• _What to work on_: For this exercise, copy each line of the records that contains the word "Keep".

*** Opening Data provided ***

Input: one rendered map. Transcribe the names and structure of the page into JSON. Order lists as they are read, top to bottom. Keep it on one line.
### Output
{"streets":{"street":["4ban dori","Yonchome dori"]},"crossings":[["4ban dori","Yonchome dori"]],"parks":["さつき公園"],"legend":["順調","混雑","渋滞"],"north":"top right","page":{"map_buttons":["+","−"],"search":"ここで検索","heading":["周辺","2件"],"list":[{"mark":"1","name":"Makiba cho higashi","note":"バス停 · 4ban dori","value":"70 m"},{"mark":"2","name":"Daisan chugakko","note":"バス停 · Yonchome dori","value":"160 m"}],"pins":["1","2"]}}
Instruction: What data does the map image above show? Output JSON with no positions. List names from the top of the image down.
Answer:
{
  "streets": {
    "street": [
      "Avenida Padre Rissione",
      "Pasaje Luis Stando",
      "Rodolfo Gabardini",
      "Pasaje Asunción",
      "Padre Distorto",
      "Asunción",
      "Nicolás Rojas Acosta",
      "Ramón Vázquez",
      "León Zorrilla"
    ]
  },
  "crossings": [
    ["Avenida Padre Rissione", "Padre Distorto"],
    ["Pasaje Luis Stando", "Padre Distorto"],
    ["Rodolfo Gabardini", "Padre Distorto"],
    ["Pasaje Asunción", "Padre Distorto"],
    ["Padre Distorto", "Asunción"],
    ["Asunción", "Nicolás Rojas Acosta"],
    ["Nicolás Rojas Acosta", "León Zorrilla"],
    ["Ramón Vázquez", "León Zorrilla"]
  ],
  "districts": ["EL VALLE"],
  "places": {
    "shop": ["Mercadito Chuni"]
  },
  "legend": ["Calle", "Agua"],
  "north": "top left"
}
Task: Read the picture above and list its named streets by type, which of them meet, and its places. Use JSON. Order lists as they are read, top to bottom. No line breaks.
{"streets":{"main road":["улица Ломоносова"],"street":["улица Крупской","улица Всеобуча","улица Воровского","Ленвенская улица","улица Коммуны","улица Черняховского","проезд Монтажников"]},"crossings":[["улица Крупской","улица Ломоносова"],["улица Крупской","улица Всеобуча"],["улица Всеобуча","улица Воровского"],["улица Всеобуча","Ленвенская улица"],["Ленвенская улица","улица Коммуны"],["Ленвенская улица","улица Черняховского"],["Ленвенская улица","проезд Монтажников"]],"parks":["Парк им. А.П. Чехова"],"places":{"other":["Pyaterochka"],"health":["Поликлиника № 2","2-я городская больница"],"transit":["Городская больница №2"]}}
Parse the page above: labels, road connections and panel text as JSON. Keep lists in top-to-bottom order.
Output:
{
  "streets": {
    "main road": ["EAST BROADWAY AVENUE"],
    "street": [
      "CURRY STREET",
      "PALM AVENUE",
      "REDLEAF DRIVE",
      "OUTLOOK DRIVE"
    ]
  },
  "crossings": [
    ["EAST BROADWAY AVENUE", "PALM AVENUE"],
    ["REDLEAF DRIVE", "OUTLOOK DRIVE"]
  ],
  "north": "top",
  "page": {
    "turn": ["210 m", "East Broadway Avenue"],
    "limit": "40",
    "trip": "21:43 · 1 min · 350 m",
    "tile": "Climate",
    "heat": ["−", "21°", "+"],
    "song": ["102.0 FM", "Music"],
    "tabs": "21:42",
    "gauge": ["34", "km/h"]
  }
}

*** Closing Data provided ***

• _Answer space_:
Input: one rendered map. Transcribe the names and structure of the page into JSON. Order lists as they are read, top to bottom. Keep it on one line.
Parse the page above: labels, road connections and panel text as JSON. Keep lists in top-to-bottom order.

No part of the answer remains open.